Takaaki-Saeki / zm-text-tts

[IJCAI'23] Learning to Speak from Text for Low-Resource TTS
Apache License 2.0
64 stars 2 forks source link

Can you provide the pretrained tts model checkpoint? #1

Closed CindyTing closed 1 year ago

CindyTing commented 1 year ago

Thanks for your excellent work and opening source! I have a few questions as follows:

  1. Since it may take days or weeks to pre-train it again. Can you provide the pre-trained tts model checkpoint? It will be convenient for us to recap, thank you very much ahead!
  2. You are using x-vector for every language to extract the speaker embedding, since x-vector is only pre-trained in English, it may impact the performance. do u have any advice to improve this part? any recommendations like a multilingual-based speaker-exactor model?
Takaaki-Saeki commented 1 year ago

Hi, thanks for your interest in our work.

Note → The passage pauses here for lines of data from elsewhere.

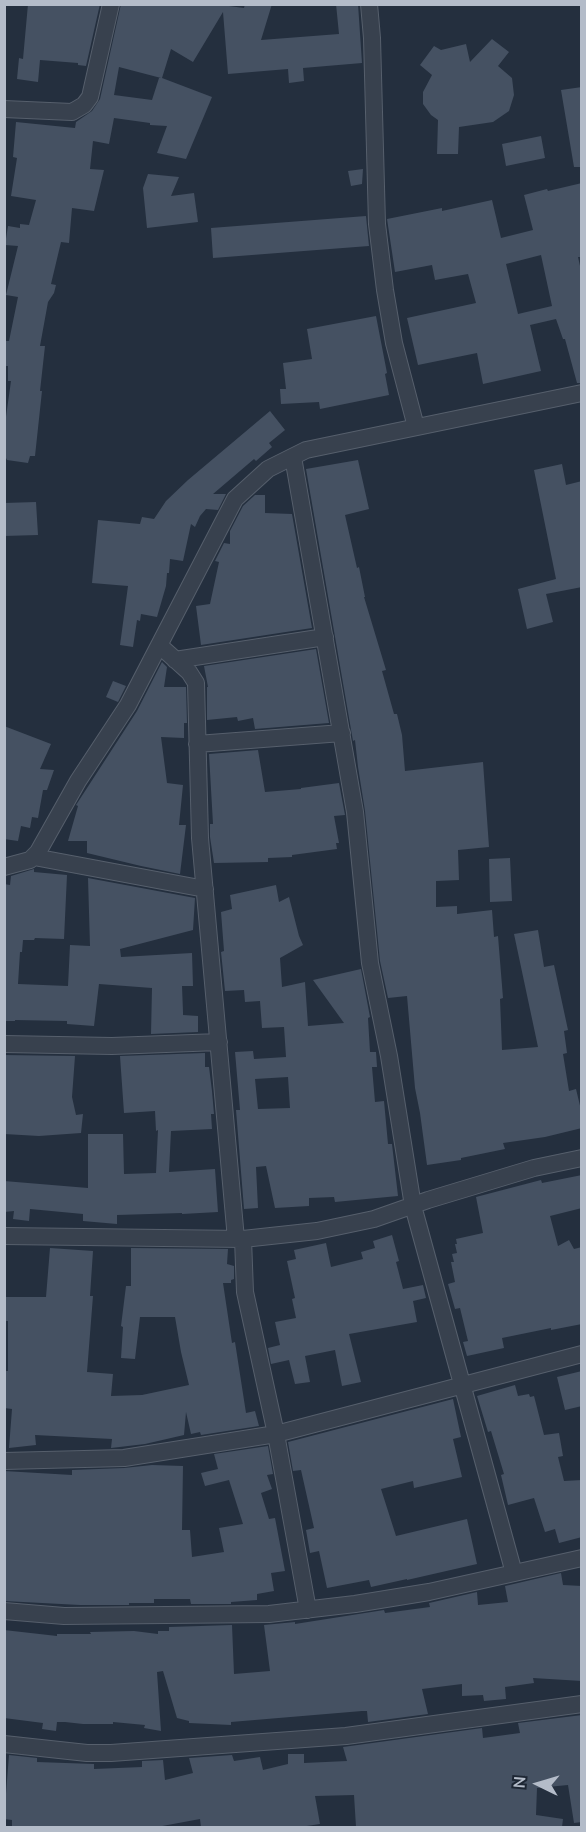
<!DOCTYPE html>
<style>
body{margin:0}
#map{position:relative;width:586px;height:1832px;overflow:hidden;background:#242f3e;font-family:"Nunito Sans",sans-serif}
canvas{display:block}
.frame{position:absolute;inset:0;border:6px solid #b4bcc9;pointer-events:none}
.north{position:absolute;left:508px;top:1754px;width:60px;height:60px;-webkit-text-stroke:4px #1d2633;paint-order:stroke;rotate:275deg;font-size:16px;font-weight:700;line-height:24px;text-align:center;color:#b4bcc9}
.north::after{content:'';display:block;margin:auto;width:21px;height:27px;background:#b4bcc9;clip-path:polygon(50% 0,100% 100%,50% 72%,0 100%)}
</style>
<div id="map">
<canvas width="586" height="1832"></canvas>
<div class="frame"></div>
<div class="north">N</div>
</div>
<script>
const c = document.querySelector('canvas').getContext('2d');
c.lineJoin = 'round';
function fillPath(path, color) { c.fillStyle = color; c.fill(path, 'evenodd'); }
const toPath = rows => new Path2D(rows.map(r => 'M' + r).join(''));
function stroke(path, color, width, dash) { c.strokeStyle = color; c.lineWidth = width; c.lineCap = dash ? 'butt' : 'round'; c.setLineDash(dash || []); c.stroke(path); }
fillPath(toPath([
 [28,4,100,4,86,66,78,65,78,63,40,60,38,82,17,79,19,58,23,59],
 [121,4,214,4,244,8,245,4,272,4,261,40,339,34,336,4,358,4,362,63,303,68,304,81,289,83,288,69,228,74,223,12,193,62,171,49,162,78,212,97,186,159,157,153,167,126,150,125,150,123,114,118,109,144,93,141,90,169,104,170,94,211,72,208,69,243,61,242,51,284,56,285,54,293,48,302,40,346,45,346,40,391,42,391,35,456,30,456,28,463,7,460,4,454,4,431,11,381,8,381,8,366,4,366,4,341,9,341,18,297,6,295,18,246,5,245,8,226,20,228,20,224,29,225,36,200,11,196,17,158,13,157,16,122,75,128,76,122,92,111,100,99],
 [119,67,161,78,159,78,152,100,114,95],
 [492,39,509,52,498,66,512,78,514,95,509,111,493,122,459,127,458,154,437,154,438,120,431,115,423,104,423,92,432,75,420,65,434,46,441,50,466,44,470,62],
 [582,87,582,167,574,167,561,90],
 [541,136,545,158,506,166,502,144],
 [363,169,362,184,351,186,348,171],
 [148,174,179,177,171,196,194,193,198,222,147,228,143,188],
 [582,183,582,257,578,257,582,275,582,383,577,383,565,339,563,339,556,319,530,325,541,371,483,384,477,353,418,365,407,318,476,303,468,274,435,280,432,265,395,272,387,219,442,208,442,211,492,200,501,238,533,230,524,195,547,189,548,191],
 [541,255,552,306,518,314,506,264],
 [366,216,369,246,213,258,211,228],
 [376,316,387,373,385,374,389,395,320,409,319,402,281,404,280,389,286,389,283,363,312,359,307,329],
 [270,411,285,430,269,443,272,447,256,461,254,459,213,494,226,494,218,510,206,509,200,516,195,527,191,524,183,561,170,559,169,573,167,573,166,586,157,617,141,614,140,621,137,620,133,647,120,645,128,586,92,583,98,520,140,524,142,517,154,519,166,501,188,480],
 [358,460,369,509,345,515,357,568,359,567,365,597,364,597,386,670,382,671,394,714,397,714,402,735,405,771,483,762,489,847,458,850,459,880,436,881,436,907,457,906,457,914,492,910,494,937,498,936,503,998,500,999,502,1050,538,1047,514,934,538,930,544,967,554,965,568,1030,564,1031,567,1053,563,1054,569,1091,576,1089,582,1114,582,1128,545,1137,503,1143,505,1149,461,1158,461,1160,427,1165,420,1113,415,1088,407,996,388,998,380,961,365,811,358,767,355,740,353,741,306,469],
 [562,464,566,485,582,481,582,587,546,594,553,622,527,629,518,589,556,579,534,470],
 [255,495,265,495,265,513,292,514,312,628,201,645,196,606,210,604,219,562,215,561,224,543,230,544,230,531,243,506],
 [36,502,38,535,4,536,4,503],
 [316,649,329,723,255,729,253,718,238,721,237,717,207,720,207,687,208,687,204,666],
 [162,662,167,667,164,687,186,687,187,723,184,723,184,738,161,737,167,783,183,785,179,825,186,825,180,874,141,866,87,853,87,841,68,841,78,806,76,805,137,711],
 [113,681,126,686,118,702,106,697],
 [4,726,51,744,40,769,54,770,47,790,43,790,38,818,32,817,30,828,21,826,18,841,4,839],
 [258,750,265,792,301,789,301,788,339,783,345,815,334,816,339,843,336,843,337,849,292,855,292,857,268,858,268,862,214,863,210,837,210,824,213,824,209,754],
 [510,858,512,901,490,902,489,859],
 [34,869,34,872,67,875,64,939,35,938,34,940,23,940,22,952,20,952,18,984,68,986,70,945,90,946,88,878,195,898,193,930,120,949,121,957,192,953,193,986,182,986,183,1012,183,1015,198,1016,198,1032,151,1034,152,988,99,984,94,1026,67,1024,67,1021,15,1020,15,1021,4,1021,4,884,10,885,11,876],
 [276,885,279,902,289,897,299,936,303,945,280,958,282,987,305,982,308,1026,344,1023,313,980,361,969,370,1017,368,1018,370,1052,376,1052,377,1067,372,1067,375,1102,384,1101,388,1144,392,1144,398,1196,335,1202,334,1197,309,1198,309,1206,275,1208,266,1166,256,1167,258,1208,244,1209,236,1110,240,1110,235,1052,253,1051,254,1059,286,1057,284,1027,262,1028,260,1001,245,1002,244,990,225,991,221,952,224,951,221,912,232,909,230,895],
 [288,1077,290,1108,258,1109,255,1079],
 [205,1053,205,1067,209,1067,212,1091,214,1114,211,1114,212,1129,171,1131,169,1172,215,1169,218,1212,182,1214,182,1213,117,1215,117,1224,83,1221,83,1214,30,1209,29,1221,13,1219,14,1211,4,1212,4,1181,88,1188,88,1134,123,1134,124,1174,156,1173,158,1130,156,1131,155,1111,124,1113,120,1056],
 [4,1055,75,1056,72,1097,76,1115,83,1114,81,1133,39,1136,4,1134],
 [582,1175,582,1208,550,1216,558,1246,569,1240,574,1249,582,1247,582,1324,551,1330,551,1328,502,1338,504,1348,467,1356,463,1342,468,1341,460,1308,455,1309,448,1284,455,1282,451,1262,454,1262,452,1254,457,1253,455,1244,457,1244,456,1239,483,1233,476,1197,541,1180,542,1183],
 [392,1235,399,1261,396,1262,403,1289,423,1285,426,1298,413,1301,417,1322,349,1334,361,1382,342,1386,335,1350,305,1356,310,1382,295,1384,289,1360,271,1364,268,1348,280,1345,275,1322,296,1318,292,1299,295,1298,287,1261,296,1259,294,1250,326,1243,331,1267,363,1259,361,1252,375,1248,373,1241],
 [50,1248,93,1251,90,1296,93,1296,87,1372,113,1374,111,1396,142,1395,189,1385,181,1352,175,1317,140,1317,135,1359,121,1358,123,1327,121,1326,126,1286,131,1286,131,1248,228,1249,227,1264,234,1266,234,1279,231,1280,231,1283,223,1283,232,1343,235,1342,246,1413,255,1411,259,1426,201,1435,200,1432,191,1434,186,1412,184,1435,145,1444,111,1448,112,1439,35,1435,36,1445,9,1448,12,1409,4,1408,4,1371,8,1371,8,1321,4,1321,4,1297,46,1297],
 [582,1371,582,1406,565,1410,557,1377],
 [515,1385,518,1396,529,1394,530,1397,534,1396,544,1435,559,1433,563,1456,558,1457,564,1481,582,1480,582,1537,559,1543,555,1529,545,1532,534,1498,508,1505,501,1475,504,1474,491,1431,488,1432,477,1396],
 [453,1399,461,1437,453,1439,462,1477,414,1488,413,1481,381,1489,396,1536,467,1519,477,1564,407,1580,407,1579,371,1587,369,1580,327,1588,319,1551,310,1553,306,1530,314,1528,301,1470,293,1471,288,1442],
 [268,1446,273,1474,267,1475,272,1489,261,1493,269,1519,275,1518,285,1571,271,1573,274,1591,257,1594,257,1600,231,1602,231,1604,191,1604,190,1599,154,1599,154,1603,129,1603,129,1605,80,1605,4,1601,4,1471,72,1475,72,1470,124,1468,152,1465,183,1466,182,1530,190,1530,192,1557,224,1552,219,1528,243,1524,229,1480,205,1486,201,1473,218,1469,214,1454],
 [561,1573,563,1585,582,1586,582,1681,533,1678,534,1683,505,1687,506,1699,484,1701,483,1695,462,1696,462,1684,422,1689,428,1714,368,1722,367,1711,362,1711,231,1722,231,1725,189,1723,189,1721,177,1718,163,1671,157,1672,161,1731,144,1728,145,1725,113,1722,113,1724,83,1724,65,1722,57,1722,56,1731,42,1729,43,1723,4,1718,4,1630,57,1636,57,1634,91,1634,90,1632,134,1631,158,1634,158,1631,169,1631,169,1627,232,1625,234,1674,270,1671,264,1625,295,1622,295,1624,384,1610,385,1613,430,1607,429,1603,477,1592,478,1605,508,1602,505,1586],
 [582,1715,582,1822,574,1823,568,1785,537,1788,536,1815,563,1819,562,1827,356,1827,354,1795,315,1796,320,1824,300,1827,201,1827,200,1819,157,1827,12,1827,12,1820,4,1819,9,1755,37,1758,37,1762,94,1764,94,1769,142,1767,142,1761,163,1760,165,1780,193,1773,189,1758,232,1755,234,1761,260,1757,263,1770,288,1764,288,1754,304,1754,304,1763,347,1761,343,1747,482,1728,483,1738,520,1733,518,1723]
]), '#455162');
const minor = toPath([
 [369,4,372,38,377,224,385,290,394,343,416,427],
 [4,109,72,112,84,105,90,97,111,4],
 [293,457,355,812,370,963,389,1056,413,1206,514,1573],
 [159,645,189,672,196,683,200,838,236,1239],
 [175,660,325,637],
 [197,744,342,733],
 [34,857,205,889],
 [4,867,30,860,38,852,78,781,128,705,235,499,268,469,306,450,582,393],
 [4,1044,112,1046,219,1042],
 [4,1236,243,1239,317,1231,374,1219,428,1200,534,1168,582,1158],
 [243,1239,245,1292,276,1434,308,1610],
 [4,1461,124,1458,276,1434,582,1354],
 [4,1611,64,1616,269,1614,355,1604,429,1592,582,1558],
 [4,1744,87,1753,111,1753,346,1736,582,1704]
]);
stroke(minor, '#565f6c', 18);
stroke(minor, '#38414e', 16);
</script>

  1. I have uploaded the pretrained model checkpoints to hugging face: Byte-based model and IPA-based model. These models are trained with the settings as in Section 3.2 and 3.3 of the paper, so you can use the seven languages as the seen languages and Spanish as the unseen language. Sorry the byte-based huggingface repo shows weird security warnings on the checkpoint, but I think it is OK.
  2. Yes, we can expect to improve the performance by using x-vectors trained on multilingual speech corpora. In addition, introducing adversarial learning to disentangle language features and speaker characteristics would be an interesting approach.
CindyTing commented 1 year ago

Hi, thanks very much for your reply! sorry for the late reply, I was trying to figure it out. I downloaded the checkpoint, and try to skip the pretrain and train part, but I found it was impossible. because I need the pretrain stage to generate the "tts_pretrain_1/dump" and "tts_pretrain_1/data". I tried to pre-train, but it's like after 5 days, still haven't finished. is it possible that u supply these two also? Thanks again!

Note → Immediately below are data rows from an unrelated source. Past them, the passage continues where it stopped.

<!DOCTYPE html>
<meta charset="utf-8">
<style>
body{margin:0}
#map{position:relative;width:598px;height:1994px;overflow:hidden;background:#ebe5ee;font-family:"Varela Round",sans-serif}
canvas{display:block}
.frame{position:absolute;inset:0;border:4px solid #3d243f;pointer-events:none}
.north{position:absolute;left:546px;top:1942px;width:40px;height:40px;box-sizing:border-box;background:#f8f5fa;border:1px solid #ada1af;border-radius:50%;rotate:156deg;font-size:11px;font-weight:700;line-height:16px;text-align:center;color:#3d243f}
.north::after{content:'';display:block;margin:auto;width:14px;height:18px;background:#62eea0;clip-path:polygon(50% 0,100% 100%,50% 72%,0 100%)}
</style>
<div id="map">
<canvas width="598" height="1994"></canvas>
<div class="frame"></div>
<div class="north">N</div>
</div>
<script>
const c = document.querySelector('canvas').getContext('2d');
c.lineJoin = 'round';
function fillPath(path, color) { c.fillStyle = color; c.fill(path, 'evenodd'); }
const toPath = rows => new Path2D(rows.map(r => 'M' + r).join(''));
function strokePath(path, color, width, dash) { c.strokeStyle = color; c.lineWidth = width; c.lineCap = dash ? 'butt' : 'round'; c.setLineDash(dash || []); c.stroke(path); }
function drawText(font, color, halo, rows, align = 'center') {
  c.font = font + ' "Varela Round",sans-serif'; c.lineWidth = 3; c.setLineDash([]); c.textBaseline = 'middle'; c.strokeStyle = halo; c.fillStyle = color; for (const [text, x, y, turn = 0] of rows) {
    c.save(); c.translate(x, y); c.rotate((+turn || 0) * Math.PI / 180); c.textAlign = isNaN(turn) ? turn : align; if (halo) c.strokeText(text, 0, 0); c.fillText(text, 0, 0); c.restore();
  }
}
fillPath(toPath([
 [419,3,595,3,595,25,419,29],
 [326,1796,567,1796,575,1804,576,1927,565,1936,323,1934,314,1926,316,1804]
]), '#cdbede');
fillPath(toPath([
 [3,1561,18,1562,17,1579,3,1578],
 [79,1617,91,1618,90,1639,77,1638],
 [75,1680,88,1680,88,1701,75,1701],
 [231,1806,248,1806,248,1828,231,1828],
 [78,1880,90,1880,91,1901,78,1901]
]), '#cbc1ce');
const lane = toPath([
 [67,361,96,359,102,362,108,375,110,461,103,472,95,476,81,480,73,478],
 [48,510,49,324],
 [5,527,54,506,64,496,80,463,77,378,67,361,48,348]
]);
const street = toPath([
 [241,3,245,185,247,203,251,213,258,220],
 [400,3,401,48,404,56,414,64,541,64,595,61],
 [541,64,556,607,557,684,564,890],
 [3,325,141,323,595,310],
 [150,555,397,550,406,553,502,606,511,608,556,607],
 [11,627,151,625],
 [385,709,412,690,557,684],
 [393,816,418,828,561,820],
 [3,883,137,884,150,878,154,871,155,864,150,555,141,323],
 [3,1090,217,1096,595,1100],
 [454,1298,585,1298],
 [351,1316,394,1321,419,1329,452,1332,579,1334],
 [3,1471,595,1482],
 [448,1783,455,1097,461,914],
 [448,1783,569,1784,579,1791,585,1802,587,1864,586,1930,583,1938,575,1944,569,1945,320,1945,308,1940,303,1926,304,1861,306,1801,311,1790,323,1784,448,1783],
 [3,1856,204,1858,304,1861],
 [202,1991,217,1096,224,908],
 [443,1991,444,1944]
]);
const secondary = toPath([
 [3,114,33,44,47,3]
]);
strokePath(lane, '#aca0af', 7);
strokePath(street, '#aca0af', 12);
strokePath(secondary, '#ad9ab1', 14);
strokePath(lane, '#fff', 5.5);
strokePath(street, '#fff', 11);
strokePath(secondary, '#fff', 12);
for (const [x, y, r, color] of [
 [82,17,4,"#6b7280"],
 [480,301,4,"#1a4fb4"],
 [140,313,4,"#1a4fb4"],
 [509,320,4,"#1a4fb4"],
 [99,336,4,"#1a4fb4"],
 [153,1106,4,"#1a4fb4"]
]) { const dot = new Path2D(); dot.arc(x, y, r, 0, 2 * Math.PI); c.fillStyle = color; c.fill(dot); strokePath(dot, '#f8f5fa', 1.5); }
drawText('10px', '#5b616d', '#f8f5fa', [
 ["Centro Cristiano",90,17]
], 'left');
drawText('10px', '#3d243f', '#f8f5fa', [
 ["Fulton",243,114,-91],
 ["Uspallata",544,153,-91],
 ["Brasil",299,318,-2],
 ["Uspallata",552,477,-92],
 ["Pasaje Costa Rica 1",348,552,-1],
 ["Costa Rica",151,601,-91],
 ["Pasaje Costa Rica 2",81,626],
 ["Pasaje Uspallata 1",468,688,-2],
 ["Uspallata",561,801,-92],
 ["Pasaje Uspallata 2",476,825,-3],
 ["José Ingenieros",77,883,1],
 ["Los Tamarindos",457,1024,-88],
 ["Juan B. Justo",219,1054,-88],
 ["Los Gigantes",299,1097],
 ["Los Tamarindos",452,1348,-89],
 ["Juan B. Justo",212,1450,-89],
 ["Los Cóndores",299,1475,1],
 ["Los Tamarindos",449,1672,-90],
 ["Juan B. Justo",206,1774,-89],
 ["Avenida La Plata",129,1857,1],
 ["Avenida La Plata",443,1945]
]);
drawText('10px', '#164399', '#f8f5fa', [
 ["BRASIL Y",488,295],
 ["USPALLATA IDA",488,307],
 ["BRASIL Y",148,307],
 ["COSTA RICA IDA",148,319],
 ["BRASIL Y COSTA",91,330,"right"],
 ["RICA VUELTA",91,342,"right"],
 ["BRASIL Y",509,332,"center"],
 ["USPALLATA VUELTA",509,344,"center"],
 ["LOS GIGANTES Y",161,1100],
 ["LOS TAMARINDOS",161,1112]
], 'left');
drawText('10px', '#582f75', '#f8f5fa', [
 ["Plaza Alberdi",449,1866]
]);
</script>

Takaaki-Saeki commented 1 year ago

Hi, sorry for the delay. You can generate tts_pretrain_1/dump and tts_pretrain_1/data by running only the preprocessing without training as:

$ ./run.sh --stage 1 --stop-stage 4
iamanigeeit commented 1 year ago

Hello,

  1. I have uploaded the pretrained model checkpoints to hugging face: Byte-based model and IPA-based model. These models are trained with the settings

I am trying to follow the instructions on HuggingFace, as i only want to use the pretrained model for inference.

git checkout 11a7d61312439111d4996d55935ede718d494262

causes fatal: reference is not a tree: 11a7d61312439111d4996d55935ede718d494262

I did git clone https://github.com/Takaaki-Saeki/zm-text-tts instead

cd egs2/masmultts/tts_phn_css10_adap_residual_freeze

This path does not exist. Do you mean egs2/masmultts/tts1?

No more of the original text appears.